André Henriques fê-lo; a medo, deixou o trabalho na área da consultoria, em grande medida pelo que sempre esteve do outro lado da porta, a música. “Ao fim de uns anos começas a pensar se mereces mais vinte e tal anos daquilo até te reformares, ou se os teus filhos merecem que chegues a casa infeliz e sem vontade de ir trabalhar na segunda-feira. O que fiz foi um risco do caraças mas foi mesmo aquela coisa de ‘vou saltar’. Olhar ao espelho e perceber que não posso fazer uma coisa que me deixa infeliz.”

Cajarana, título do disco e alcunha de infância, é o seu primeiro álbum fora dos Linda Martini, chegou em Março e está voltado para uma imagem sem necessidade de representação de outros. A família, a música, os dias cabem todos na escrita, crus, como um diário. “Sempre fui muito observador, gosto de estar na mesa do café e de encontrar no quotidiano coisas mundanas em que a maioria não consegue ver beleza. Gosto de pegar nisso.”

No grupo, diz, há sempre uma preocupação, mesmo que inconsciente, de ser a voz do todo. “Com o meu nome estampado na bolacha não há disso.” A falta dos companheiros assustou-o mas, contas feitas, resultou num disco mais pessoal, mais exposto. “Os meus filhos, a ideia de trabalho. Porque não tenho essa preocupação de representar outras pessoas.”

Deu-se um reencontro com os muitos Andrés que tem dentro. Ele, que se dilui na banda, que escreve para outros intérpretes, tinha agora pela frente um livro em branco, com duas canções de sobra atadas às páginas, sem saber o que lhes fazer. “Tinha acabado de responder a umas quantas encomendas e fiquei com duas canções, a ‘Platão Pediu Um Gin’ e a ‘Para Me Aleijar’. Pela primeira vez, olhei para elas e pensei ‘não faz muito sentido levar já isto para o contexto de banda’ e ao mesmo tempo foi aquela vontade de ‘e se fosse eu a cantar?’”. Foi o rastilho. Daí em diante, aconteceu tudo sem retrovisor.

A ajudá-lo esteve o brasileiro Ricardo Dias Gomes, que já havia trabalhado com Caetano Veloso e a quem agradece. “A cena com o Ricardo surgiu porque percebi logo a ideia de não querer ser o cantor romântico a apelar ao coração das quarentonas para fazer música triste com acordes menores. Não me apetecia isso, cair naquele lugar comum de um gajo e uma viola. Queria ter alguém que tocasse coisas que não toco, instrumentos de teclas, sintetizadores, mas também alguém que me ajudasse na fase de registar as canções de forma mais profissional.”

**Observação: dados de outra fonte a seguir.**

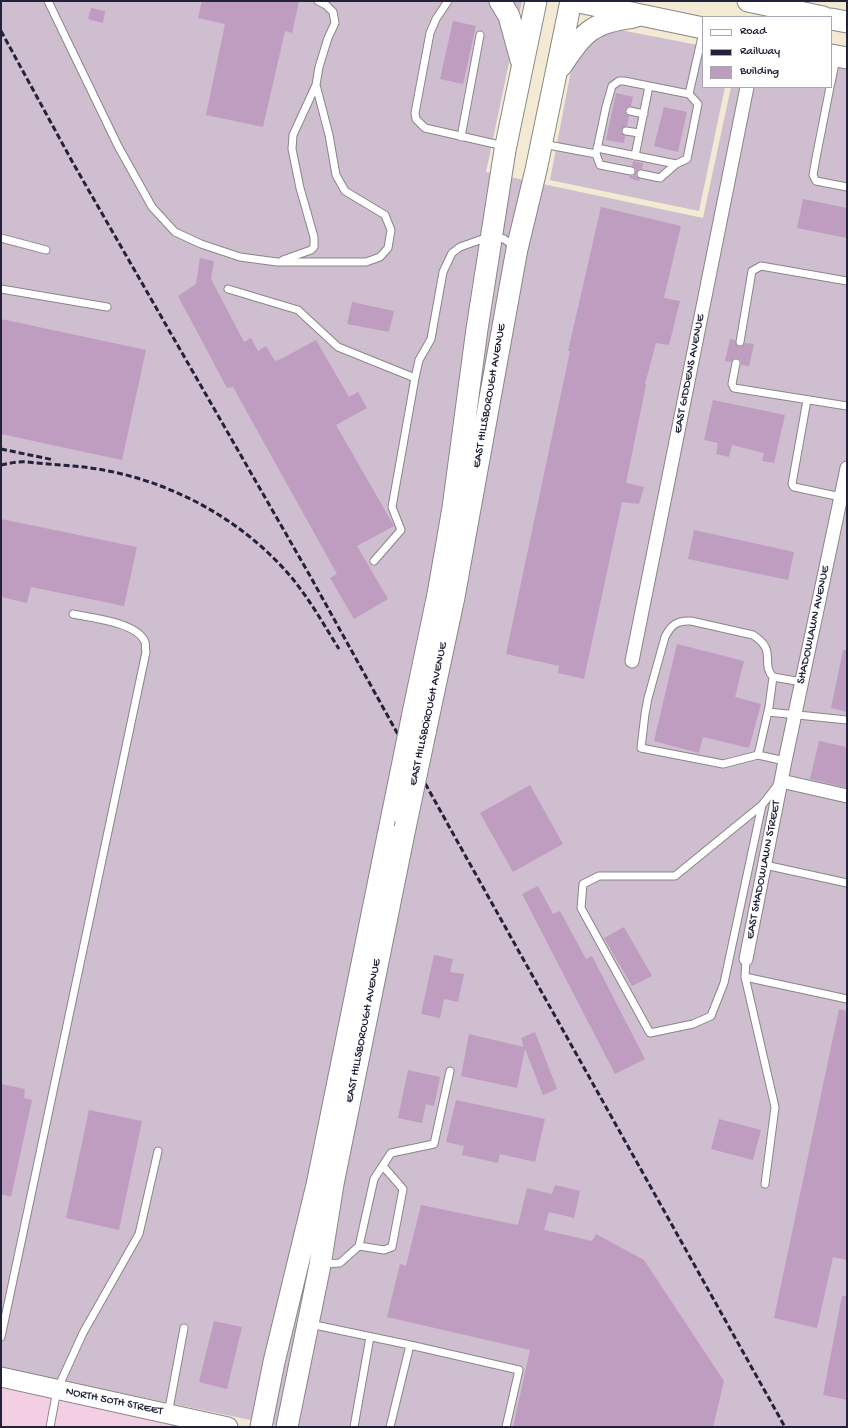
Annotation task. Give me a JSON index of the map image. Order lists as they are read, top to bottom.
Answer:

O resultado foi um conjunto de 12 faixas, bordadas com simplicidade mas não necessariamente limpas. Em “Pai e Mãe e Bichos”, por exemplo, ecoa: “quem pode ser livre se domesticar os sonhos”. Mas não é assim a realidade? “Sim, foi o que fiz muitos anos. Não me permitia fazer coisas que queria fazer por questões financeiras, familiares, âncoras que vais semeando ao longo da vida. Essa canção e a ‘Casa na Praia’ falam muito sobre o facto de trabalhar em consultoria e recursos humanos tantos anos e, se foi a música que me balançou, também foi ela que acabou por ter peso para sair.” E a faixa de abertura, “Espelho Meu”, é quase uma síntese do músico, um elogio à forma como o que não está planeado pode florescer.

Cajarana pode não ser o disco que os fãs de Linda Martini carregam ao peito, pode não ser consensual dentro da indústria, mas tem coragem. “Este disco é um óvni. Fiz isto em dois meses sem olhar para trás, ou seja, a canção estava feita, vamos para a próxima. Foi um exercício diferente e eu sou um gajo ansioso. Quando me meto numa coisa, fico absorvido. Às vezes sou um chato do caraças com quem gravita à minha volta. Foi uma coisa meio toca e foge. Preciso de deixar marinar, que os outros o ouçam, que as pessoas escrevam sobre ele”. Mas o precedente, esse, já está aberto. “Não sei se vai ter mais discos dentro, mas é uma coisa gira.”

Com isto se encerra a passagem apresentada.